**Problem to work on:** Take each line of the data that contains the string "place" and copy it.

(Saved data entries)
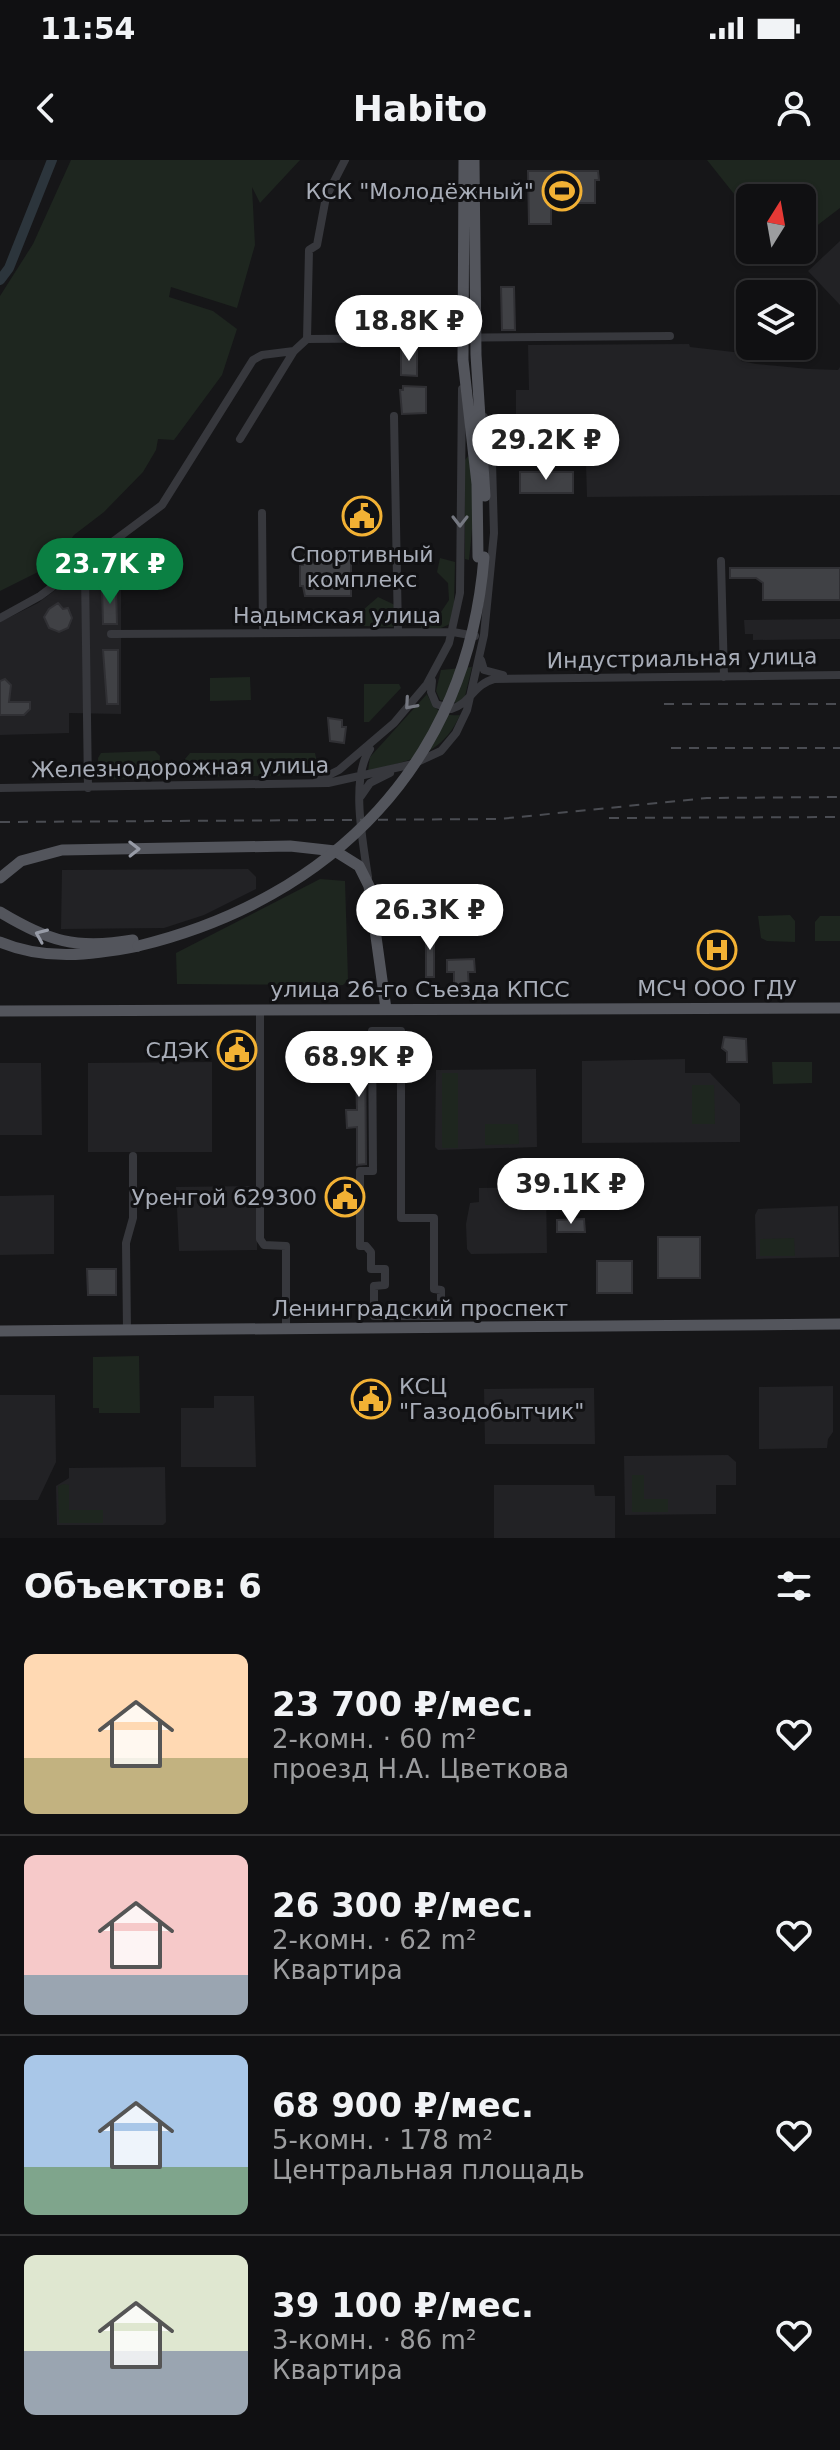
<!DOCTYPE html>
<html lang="ru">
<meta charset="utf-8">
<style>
body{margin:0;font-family:"DejaVu Sans",sans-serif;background:#19191b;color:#f1f3f6;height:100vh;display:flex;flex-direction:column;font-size:30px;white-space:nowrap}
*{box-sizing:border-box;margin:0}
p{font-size:26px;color:#9c9d9f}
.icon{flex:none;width:44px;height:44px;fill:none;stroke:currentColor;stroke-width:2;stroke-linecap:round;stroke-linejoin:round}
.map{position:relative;height:1378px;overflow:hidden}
.panel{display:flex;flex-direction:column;background:#101012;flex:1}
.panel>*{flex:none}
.needle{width:52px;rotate:11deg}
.controls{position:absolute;left:736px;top:24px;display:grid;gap:16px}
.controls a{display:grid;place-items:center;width:80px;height:80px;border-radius:12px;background:#101012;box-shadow:0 2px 6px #0004,0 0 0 2px #303032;font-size:40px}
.price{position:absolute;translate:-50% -68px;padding:0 18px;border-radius:28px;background:#fff;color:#222;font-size:26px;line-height:52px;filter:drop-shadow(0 2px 4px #0008)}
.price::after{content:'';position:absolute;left:50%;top:48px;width:24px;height:18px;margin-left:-12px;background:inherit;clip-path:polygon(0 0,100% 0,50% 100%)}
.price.selected{background:#0b8043;color:#fff}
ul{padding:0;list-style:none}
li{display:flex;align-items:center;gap:24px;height:200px;padding:0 24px}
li+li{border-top:2px solid #303032}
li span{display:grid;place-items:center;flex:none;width:224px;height:160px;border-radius:12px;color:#555}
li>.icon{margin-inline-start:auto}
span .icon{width:96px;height:96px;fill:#fffc;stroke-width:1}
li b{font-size:34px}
h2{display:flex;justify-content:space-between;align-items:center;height:96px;padding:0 24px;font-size:34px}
.status{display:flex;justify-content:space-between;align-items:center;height:56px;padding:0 40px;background:#101012;direction:ltr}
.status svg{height:22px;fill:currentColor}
header{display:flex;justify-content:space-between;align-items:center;height:104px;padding:0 24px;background:#101012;font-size:36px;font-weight:600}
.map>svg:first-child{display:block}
.built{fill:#222225}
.green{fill:#1e261f}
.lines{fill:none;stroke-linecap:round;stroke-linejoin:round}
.river{stroke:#2c353c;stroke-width:10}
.building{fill:#404145;stroke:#303034;stroke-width:2}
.minor{stroke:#37383d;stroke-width:8}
.major{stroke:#53555c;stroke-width:11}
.rail{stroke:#4a4c52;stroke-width:2;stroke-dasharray:10 8;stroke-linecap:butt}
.major-bridge{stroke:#53555c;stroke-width:11}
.oneway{stroke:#757881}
.oneway2{stroke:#979ba6}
.labels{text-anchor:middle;stroke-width:6;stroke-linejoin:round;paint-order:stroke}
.poi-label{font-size:22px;fill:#a8adb8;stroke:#111113;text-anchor:end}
.street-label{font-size:22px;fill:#a8adb8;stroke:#111113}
</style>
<div class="status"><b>11:54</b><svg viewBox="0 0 49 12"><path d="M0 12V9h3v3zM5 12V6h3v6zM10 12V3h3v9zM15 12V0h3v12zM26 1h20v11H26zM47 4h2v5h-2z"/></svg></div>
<header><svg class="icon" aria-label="back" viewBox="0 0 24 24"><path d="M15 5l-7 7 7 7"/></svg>Habito<svg class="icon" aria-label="person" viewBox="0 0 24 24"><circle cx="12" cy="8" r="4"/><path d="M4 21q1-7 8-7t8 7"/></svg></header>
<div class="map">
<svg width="840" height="1378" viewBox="0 0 840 1378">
<rect width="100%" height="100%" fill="#161618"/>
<path class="built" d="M840 81V145L808 111Z
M689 184 690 187 742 193 741 201 756 204 809 209 838 210 840 207V335L587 337 585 268 516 267V230H529L528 185Z
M90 404H93V421L121 424V554L69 553V573L0 575V462L38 443Z
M840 459V479L753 480V474H745L744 460Z
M248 709 256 717V729L204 755 164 768 61 769 62 710Z
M685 899V913H710L740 944V982L582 983V901Z
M212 902V992H88V903Z
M0 903H41L42 975H0Z
M536 909 537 987 438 990 435 987 436 910Z
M257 1026V1090L179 1091 176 1027Z
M546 1027 547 1093 471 1094 467 1089 466 1064 470 1043 479 1042V1028Z
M54 1035V1094L0 1095V1036Z
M838 1046 839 1097 756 1099 755 1055 758 1049Z
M833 1226V1272L828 1279 827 1288 759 1289V1227Z
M594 1228 595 1284H485L484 1229Z
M0 1235H55L56 1302 38 1340H0Z
M214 1236H254L256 1307H181V1248H214Z
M728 1295 736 1302V1325H716V1354L625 1355 624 1296Z
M165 1307 166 1362 163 1365H57L56 1326 69 1318V1308Z
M494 1325H594L595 1336H615V1378H494Z"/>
<path class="green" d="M71 0H300L260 43 252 27 255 85 237 148 171 127 169 137 213 151 237 169 222 215 174 280 158 279 156 290 143 312 104 352 74 375 61 394 36 406 38 412 0 431V136L33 84Z
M707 0H840V48L802 77V38H750V54Z
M468 296C478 320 472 372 469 400L465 399V300Z
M440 398 455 402 454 444 450 464 441 468H421L422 456 441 452 449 440 448 423 437 412Z
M378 437 395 445 393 467 363 466V450Z
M472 507 465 536 458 543 440 540 436 531 441 510Z
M250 517 251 540 210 541V518Z
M364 524H399L401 528 369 562H364Z
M427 534C433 549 443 557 460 555 442 596 408 601 368 611L370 597Z
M155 591 160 596 159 618 109 619 99 614 98 598 101 593Z
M190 593H315L319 611 314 615 187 617 185 599Z
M320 719 345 721 348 820 343 825 177 824 176 793Z
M790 755 795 761V782L767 781 761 778 758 756Z
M820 756H840V781H815V762Z
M772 902H812V923L773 924Z
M442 913H458V988H442Z
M692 925H714L715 964H692Z
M485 964H518L519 984 485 985Z
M794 1078 795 1096H760V1079Z
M139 1196 140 1253H99V1248H93V1197Z
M632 1315H644V1339H668V1352H632Z
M64 1324 69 1325V1350H103V1363H59L58 1326Z"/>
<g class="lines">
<path class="river" d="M0 120 9 108 52 0"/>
</g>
<path class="building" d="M528 11H598L599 20H595V43H551V64H529Z
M501 127H514L515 170H502Z
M401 191H417V216L401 215Z
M403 226 426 227V253L402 254 400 230H403Z
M520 312H573V333H520Z
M309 392 351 394V436H305L303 426H300V405H303L304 396Z
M730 408H840V440H763V423L756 418H730Z
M102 427H116L117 464H103Z
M58 443 63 449 68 448 72 458 68 468 59 472 49 468 44 457 49 449Z
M103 490H118V544H107Z
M5 519 11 525 9 542H30V549L24 555H0V521Z
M328 558 342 560V567H346L344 583 330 581Z
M426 766H433L434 773V817H426Z
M474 799 475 812H468L469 831H454V812H447V800Z
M724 877 746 879 747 902H727V892L722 888Z
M356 878H365L366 1004 357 1005V967L347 968 346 950H357L356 915H346V898H356Z
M584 1059 585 1072H557V1060Z
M658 1077H700V1118H658Z
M597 1101H632V1133H597Z
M87 1109H116V1135H88Z"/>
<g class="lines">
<path class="minor" d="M307 179 670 176
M394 256 398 472
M240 279 294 191 307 179 309 90 317 85 326 37 345 0
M262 353 263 473
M721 401 724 517
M85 413 88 628
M0 458 40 436 162 345 253 200 262 195 294 191
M111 474 453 472 475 476
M481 500 484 510 503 515
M432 521 431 532 436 544 451 549C469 545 474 524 494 519L840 515
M317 621 339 610 394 563 427 524 449 483 460 433 462 229
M0 628 328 623 413 604 441 591 456 573 467 550 484 475 494 373 492 302 484 257
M361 636 370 623 390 613
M368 717C363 683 350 618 370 589
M260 849V1079L264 1085 286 1086V1169
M372 871H401V1058H434V1129L441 1130V1156H374V1126L385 1125V1109H371V1092L366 1086H360V1011H373Z
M127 1170 126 1083 133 1058V996"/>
<path class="major" d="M464 0 463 200 477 324 478 397
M474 0 476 195 485 336
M0 718 21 701 62 690 290 686 335 691 359 706 369 726 386 849
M0 752C48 781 76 790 133 780
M0 782C45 801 92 795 138 786
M0 851 840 848
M0 1171 840 1164"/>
<path class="rail" d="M664 544H840
M671 588H840
M609 658 840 657
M0 662 499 659 707 638 840 637"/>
<path class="major-bridge" d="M138 786C333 739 468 601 484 397"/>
</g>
<defs><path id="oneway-chevron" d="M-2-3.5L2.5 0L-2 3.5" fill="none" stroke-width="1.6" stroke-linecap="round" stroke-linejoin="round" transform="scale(2)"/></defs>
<g class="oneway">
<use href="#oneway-chevron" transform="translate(460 361) rotate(90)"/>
<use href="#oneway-chevron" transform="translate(410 544) rotate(131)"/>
</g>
<g class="oneway2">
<use href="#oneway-chevron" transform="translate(134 689) rotate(-1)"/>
<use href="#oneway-chevron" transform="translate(41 775) rotate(-157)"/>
</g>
<defs>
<symbol id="stadium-ring" viewBox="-11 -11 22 22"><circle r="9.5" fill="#111113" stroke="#f2b134" stroke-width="1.5"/><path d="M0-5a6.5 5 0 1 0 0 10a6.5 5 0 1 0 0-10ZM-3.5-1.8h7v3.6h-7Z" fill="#f2b134"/></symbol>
<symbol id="civic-ring" viewBox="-11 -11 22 22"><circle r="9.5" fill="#111113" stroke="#f2b134" stroke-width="1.5"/><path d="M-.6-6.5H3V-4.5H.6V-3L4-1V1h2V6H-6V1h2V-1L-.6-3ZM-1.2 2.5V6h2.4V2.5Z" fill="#f2b134"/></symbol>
<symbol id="hospital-ring" viewBox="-11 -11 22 22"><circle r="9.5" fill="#111113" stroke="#f2b134" stroke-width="1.5"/><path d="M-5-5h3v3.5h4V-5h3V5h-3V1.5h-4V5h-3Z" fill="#f2b134"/></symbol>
</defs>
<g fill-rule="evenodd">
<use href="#stadium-ring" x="540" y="9" width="44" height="44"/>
<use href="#civic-ring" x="340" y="334" width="44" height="44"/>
<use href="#hospital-ring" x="695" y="768" width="44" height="44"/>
<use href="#civic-ring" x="215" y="868" width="44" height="44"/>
<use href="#civic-ring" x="323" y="1015" width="44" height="44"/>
<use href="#civic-ring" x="349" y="1217" width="44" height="44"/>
</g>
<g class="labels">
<g class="poi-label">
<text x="534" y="39">КСК "Молодёжный"</text>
<text x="362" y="402" text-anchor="middle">Спортивный<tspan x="362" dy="25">комплекс</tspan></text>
<text x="717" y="836" text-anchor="middle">МСЧ ООО ГДУ</text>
<text x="209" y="898">СДЭК</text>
<text x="317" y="1045">Уренгой 629300</text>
<text x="399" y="1234" text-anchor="start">КСЦ<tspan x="399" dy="25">"Газодобытчик"</tspan></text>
</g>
<g class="street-label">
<text x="337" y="463">Надымская улица</text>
<text transform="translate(682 498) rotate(-1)" y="8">Индустриальная улица</text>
<text transform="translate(180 607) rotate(-1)" y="8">Железнодорожная улица</text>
<text x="420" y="837">улица 26-го Съезда КПСС</text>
<text x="420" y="1156">Ленинградский проспект</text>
</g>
</g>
</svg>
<div class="controls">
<a><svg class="needle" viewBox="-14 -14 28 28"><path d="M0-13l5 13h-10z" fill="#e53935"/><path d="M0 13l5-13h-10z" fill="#9c9d9f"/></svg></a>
<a><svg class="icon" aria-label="layers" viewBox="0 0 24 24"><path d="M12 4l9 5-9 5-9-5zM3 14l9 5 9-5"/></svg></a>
</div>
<b class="price" style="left:409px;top:203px">18.8K ₽</b>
<b class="price" style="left:546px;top:322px">29.2K ₽</b>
<b class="price selected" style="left:110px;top:446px">23.7K ₽</b>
<b class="price" style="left:430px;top:792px">26.3K ₽</b>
<b class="price" style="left:359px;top:939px">68.9K ₽</b>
<b class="price" style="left:571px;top:1066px">39.1K ₽</b>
</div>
<section class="panel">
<h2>Объектов: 6<svg class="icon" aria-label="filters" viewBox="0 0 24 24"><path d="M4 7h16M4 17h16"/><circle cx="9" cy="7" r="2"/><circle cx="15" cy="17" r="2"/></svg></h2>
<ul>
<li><span style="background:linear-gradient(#ffd9b3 65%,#c2b280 0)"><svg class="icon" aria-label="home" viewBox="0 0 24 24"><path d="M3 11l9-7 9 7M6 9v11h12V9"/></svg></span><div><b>23 700 ₽/мес.</b><p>2-комн. · 60 m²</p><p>проезд Н.А. Цветкова</p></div><svg class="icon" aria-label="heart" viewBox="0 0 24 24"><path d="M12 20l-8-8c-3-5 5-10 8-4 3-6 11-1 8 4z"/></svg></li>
<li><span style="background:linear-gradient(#f6c9c9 75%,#9aa5b1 0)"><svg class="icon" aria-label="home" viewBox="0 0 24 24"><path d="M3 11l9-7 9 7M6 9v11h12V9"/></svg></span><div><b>26 300 ₽/мес.</b><p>2-комн. · 62 m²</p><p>Квартира</p></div><svg class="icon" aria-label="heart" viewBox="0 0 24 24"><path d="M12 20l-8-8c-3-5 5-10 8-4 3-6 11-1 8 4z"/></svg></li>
<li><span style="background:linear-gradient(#a9c7e8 70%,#7fa58c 0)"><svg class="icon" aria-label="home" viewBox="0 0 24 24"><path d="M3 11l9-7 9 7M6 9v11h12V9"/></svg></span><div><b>68 900 ₽/мес.</b><p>5-комн. · 178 m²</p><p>Центральная площадь</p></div><svg class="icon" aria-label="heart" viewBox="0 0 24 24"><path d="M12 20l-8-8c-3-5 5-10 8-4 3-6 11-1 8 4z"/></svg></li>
<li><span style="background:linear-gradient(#dfe7d0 60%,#9aa5b1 0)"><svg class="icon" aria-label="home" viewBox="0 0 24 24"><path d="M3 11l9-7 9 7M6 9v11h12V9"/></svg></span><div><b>39 100 ₽/мес.</b><p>3-комн. · 86 m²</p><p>Квартира</p></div><svg class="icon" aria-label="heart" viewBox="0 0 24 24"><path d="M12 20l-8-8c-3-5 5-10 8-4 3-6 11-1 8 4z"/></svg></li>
</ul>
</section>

**Your response:**
.controls a{display:grid;place-items:center;width:80px;height:80px;border-radius:12px;background:#101012;box-shadow:0 2px 6px #0004,0 0 0 2px #303032;font-size:40px}
li span{display:grid;place-items:center;flex:none;width:224px;height:160px;border-radius:12px;color:#555}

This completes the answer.